Al-Quran tidak menjelaskan bagaimana atau kapan kosmos diciptakan, hal itu sebagai undangan kepada pembacanya untuk mempelajari dunia fisik. Bahkan, undangan Al-Quran untuk mengamati kerja kosmos ini diulang-ulang seolah-olah seperti mendesak kepada pembacanya bahwa budidaya sains modern merupakan sebuah kewajiban agama bagi seorang Muslim—perintah yang ditentukan oleh Al-Quran itu sendiri. Apakah benar atau tidak, pendekatan sederhana ini bukan untuk menjustifikasi tujuan undangan Al-Quran, karena Al-Quran mengajak pembacanya untuk mengamati ketertiban dan keteraturan alam semesta yang hal ini untuk mengekspresikan tujuan dari memahami realitas yang berada di luar dunia fisik. Undangan untuk mengamati alam fisik sering diikuti perintah tegas ketertiban dan keteraturan alam semesta adalah tanda kehadiran satu-satunya Pencipta. Ketertiban kosmos adalah bukti kemahakuasaan, kekuasaan, dan kebijaksanaan Tuhan.
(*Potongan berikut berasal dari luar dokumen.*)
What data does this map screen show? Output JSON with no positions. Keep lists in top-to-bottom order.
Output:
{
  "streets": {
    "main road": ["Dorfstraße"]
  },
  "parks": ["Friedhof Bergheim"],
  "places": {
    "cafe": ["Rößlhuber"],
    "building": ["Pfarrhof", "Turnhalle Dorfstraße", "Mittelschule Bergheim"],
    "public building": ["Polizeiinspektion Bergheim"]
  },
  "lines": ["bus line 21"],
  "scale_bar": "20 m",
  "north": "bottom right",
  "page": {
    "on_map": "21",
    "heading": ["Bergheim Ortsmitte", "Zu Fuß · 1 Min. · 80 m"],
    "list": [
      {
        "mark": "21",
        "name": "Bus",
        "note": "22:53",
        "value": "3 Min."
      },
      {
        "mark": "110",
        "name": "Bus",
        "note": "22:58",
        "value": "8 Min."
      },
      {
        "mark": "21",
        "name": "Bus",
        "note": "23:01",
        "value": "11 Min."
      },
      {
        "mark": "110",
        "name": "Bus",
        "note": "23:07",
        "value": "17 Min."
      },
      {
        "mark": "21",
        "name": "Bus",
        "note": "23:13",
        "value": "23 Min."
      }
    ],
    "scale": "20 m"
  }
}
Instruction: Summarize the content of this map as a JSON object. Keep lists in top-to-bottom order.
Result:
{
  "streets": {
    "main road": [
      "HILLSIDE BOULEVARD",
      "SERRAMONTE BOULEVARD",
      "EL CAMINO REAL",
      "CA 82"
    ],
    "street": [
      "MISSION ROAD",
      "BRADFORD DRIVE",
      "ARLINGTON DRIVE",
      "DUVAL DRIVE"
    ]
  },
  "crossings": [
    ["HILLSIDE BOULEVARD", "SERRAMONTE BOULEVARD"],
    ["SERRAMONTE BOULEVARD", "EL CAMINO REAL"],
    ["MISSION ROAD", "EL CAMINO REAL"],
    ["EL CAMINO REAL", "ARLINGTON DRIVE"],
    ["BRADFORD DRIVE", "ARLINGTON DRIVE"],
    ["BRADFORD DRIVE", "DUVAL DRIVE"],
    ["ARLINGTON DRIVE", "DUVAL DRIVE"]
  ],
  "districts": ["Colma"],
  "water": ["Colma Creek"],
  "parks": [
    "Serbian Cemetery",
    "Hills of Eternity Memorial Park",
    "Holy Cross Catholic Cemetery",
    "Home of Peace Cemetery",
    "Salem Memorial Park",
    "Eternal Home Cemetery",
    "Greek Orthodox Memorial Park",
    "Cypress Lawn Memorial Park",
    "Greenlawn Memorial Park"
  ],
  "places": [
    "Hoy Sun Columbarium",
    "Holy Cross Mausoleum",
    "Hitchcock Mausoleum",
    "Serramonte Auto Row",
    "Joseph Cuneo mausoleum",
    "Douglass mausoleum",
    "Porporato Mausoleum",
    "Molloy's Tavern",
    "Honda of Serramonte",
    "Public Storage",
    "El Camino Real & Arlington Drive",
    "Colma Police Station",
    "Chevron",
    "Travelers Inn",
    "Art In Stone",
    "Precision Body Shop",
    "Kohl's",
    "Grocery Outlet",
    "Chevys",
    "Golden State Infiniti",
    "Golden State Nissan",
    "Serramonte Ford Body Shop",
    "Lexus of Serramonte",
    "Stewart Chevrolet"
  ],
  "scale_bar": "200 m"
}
Deskripsi Al-Quran tentang dunia memainkan peran sentral sehingga memunculkan kosmografi yang berbeda dalam pemikiran Islam. Kosmografi ini menggambarkan fitur utama dari kosmos yang dikembangkan melalui sebuah proses kompleks yang melibatkan berbagai aliran pemikiran, termasuk menerjemahkan karya filsafat Yunani ke dalam bahasa Arab, interaksi antara berbagai sekolah pemikiran dalam tradisi filsafat Islam, perdebatan teologis tentang Allah, sifat-sifat-Nya, hubungan-Nya dengan dunia, dan masalah serupa lainnya dari dinamika internal masyarakat Muslim yang banyak muncul sebelum gerakan terjemahan. Isu-isu ini tidak hanya berupa pertanyaan-pertanyaan intelektual yang timbul dari penafsiran Al-Quran tapi juga berdimensi politis, teologis, dan sosial. Perdebatan mengenai pertanyaan-pertanyaan ini memunculkan berbagai sekolah pemikiran yang secara garis besar dapat dibagi menjadi dua sekolah utama: Mu`tazilah dan Asy`ariyah, keduanya tertarik dalam kosmologi dan merumuskan suatu teori yang menyeluruh tentang penciptaan. Secara umum, diakui bahwa alam fisik yang eksis dalam skema besar penciptaan mencakup berbagai tingkat eksistensi, termasuk nonfisik, dan hal ini tidak dapat dipisahkan dari konteks tersebut. Kosmografi sebagaimana gambaran para Sufi bahwa dunia fisik memiliki tingkatan-tingkatan wujud dan eksistensi tertentu.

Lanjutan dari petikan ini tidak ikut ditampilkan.